Reading Online Novel

Vision in Silver(46)



            When the pack leaders asked him to talk to Simon about allowing a few Wolves to visit Lakeside to learn these extra human things, Nathan worried that he might have told a few stories too many. But Simon had talked about closing the stores to most humans so that terra indigene could learn about different kinds of stores and merchandise, and safely interact with humans who could be trusted.

            Another reason he was heading home earlier than expected.

            He had tried to call Simon, and then Blair, yesterday to tell them he was returning, but all the phone lines were busy, busy, busy. This morning he’d fielded so many last-minute requests from the pack that he’d barely gotten to the station in time to show his travel pass and receive a free ticket before the train pulled out. Now he realized no one yet knew he needed a ride home when the train reached the Lakeside station.

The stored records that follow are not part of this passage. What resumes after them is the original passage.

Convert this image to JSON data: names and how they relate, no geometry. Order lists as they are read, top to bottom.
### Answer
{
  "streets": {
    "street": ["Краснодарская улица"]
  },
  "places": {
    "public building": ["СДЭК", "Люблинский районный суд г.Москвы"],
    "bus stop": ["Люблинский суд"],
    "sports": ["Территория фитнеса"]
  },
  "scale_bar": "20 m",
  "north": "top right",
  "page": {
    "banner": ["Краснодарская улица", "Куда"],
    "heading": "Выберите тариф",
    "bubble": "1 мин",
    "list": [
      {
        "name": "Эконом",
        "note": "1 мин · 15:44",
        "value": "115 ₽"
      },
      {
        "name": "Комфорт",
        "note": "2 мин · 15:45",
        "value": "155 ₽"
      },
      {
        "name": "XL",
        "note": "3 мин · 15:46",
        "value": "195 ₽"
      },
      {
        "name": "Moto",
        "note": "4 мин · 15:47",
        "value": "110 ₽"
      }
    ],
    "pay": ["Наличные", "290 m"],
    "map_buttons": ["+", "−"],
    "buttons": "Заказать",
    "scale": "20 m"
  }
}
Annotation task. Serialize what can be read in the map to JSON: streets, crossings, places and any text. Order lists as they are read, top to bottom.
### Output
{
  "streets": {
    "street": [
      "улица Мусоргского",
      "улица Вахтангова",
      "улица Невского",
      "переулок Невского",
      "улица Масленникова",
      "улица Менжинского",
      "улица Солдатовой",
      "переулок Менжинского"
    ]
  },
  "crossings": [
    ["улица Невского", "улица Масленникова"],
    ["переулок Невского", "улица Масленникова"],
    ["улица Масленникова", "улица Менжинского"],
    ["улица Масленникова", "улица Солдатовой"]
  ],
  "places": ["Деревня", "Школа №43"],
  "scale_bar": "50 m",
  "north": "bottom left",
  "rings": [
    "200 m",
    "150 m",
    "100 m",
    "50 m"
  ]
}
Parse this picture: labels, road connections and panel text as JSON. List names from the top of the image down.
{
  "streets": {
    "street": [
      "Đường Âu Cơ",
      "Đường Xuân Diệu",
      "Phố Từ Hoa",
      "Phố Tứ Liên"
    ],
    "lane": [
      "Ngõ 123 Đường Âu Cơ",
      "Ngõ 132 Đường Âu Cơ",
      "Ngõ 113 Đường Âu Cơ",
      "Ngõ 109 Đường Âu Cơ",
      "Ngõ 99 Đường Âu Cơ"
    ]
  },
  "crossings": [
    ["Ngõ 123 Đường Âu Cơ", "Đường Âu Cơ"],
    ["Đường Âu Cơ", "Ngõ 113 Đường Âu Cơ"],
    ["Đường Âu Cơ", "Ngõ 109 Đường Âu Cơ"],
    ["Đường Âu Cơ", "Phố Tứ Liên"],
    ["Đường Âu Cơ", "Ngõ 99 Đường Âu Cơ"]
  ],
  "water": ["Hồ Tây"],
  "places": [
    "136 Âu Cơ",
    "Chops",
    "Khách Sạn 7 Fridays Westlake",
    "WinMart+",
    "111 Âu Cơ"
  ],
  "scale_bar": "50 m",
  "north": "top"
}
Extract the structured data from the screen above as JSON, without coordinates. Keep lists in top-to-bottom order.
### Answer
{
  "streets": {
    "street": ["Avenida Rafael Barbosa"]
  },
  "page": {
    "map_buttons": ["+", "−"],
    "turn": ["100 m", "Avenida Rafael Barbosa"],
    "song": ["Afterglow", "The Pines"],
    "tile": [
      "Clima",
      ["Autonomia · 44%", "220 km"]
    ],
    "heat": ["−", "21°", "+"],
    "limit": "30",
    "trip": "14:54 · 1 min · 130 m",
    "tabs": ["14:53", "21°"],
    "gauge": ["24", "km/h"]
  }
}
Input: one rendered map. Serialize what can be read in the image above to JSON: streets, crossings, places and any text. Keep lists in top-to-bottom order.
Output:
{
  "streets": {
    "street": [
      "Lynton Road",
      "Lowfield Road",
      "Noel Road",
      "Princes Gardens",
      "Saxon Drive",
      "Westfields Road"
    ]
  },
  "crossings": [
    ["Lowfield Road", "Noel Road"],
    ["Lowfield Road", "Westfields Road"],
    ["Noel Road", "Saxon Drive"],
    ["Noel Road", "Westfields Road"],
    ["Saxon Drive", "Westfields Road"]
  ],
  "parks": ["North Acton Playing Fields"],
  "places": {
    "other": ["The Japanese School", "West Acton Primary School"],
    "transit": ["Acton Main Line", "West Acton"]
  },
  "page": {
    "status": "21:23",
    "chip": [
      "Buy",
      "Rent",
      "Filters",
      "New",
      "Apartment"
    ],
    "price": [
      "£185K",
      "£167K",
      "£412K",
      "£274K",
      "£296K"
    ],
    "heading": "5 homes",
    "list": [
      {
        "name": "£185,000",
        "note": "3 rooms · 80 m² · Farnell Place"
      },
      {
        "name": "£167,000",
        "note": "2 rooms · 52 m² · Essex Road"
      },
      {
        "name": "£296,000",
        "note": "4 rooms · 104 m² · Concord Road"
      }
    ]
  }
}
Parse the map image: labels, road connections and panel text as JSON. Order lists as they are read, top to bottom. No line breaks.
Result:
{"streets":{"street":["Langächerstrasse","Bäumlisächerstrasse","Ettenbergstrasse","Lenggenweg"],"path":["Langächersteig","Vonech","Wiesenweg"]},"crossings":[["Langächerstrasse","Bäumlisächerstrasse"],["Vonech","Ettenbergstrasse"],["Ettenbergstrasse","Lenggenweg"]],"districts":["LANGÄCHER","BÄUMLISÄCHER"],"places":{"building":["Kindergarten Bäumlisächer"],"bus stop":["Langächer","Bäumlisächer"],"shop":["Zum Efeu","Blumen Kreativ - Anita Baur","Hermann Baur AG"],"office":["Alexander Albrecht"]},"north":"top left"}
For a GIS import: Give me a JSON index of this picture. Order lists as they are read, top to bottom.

            He’d call Blair when the train made its next stop. There were a lot of miles between the Addirondak Mountains and a city on the shores of Lake Etu.

            After the conductor came through and checked his ticket, Nathan opened his book, a thriller by a human author. He’d read it when it came out a couple of years ago, but most of the Addirondak Wolves found it difficult to visit the human settlements and go into stores to purchase things, so he’d traded the two new books he’d brought with him for this one to read on the way home—and made a mental note to ask Meg’s human pack for ideas about how the terra indigene could get more stories.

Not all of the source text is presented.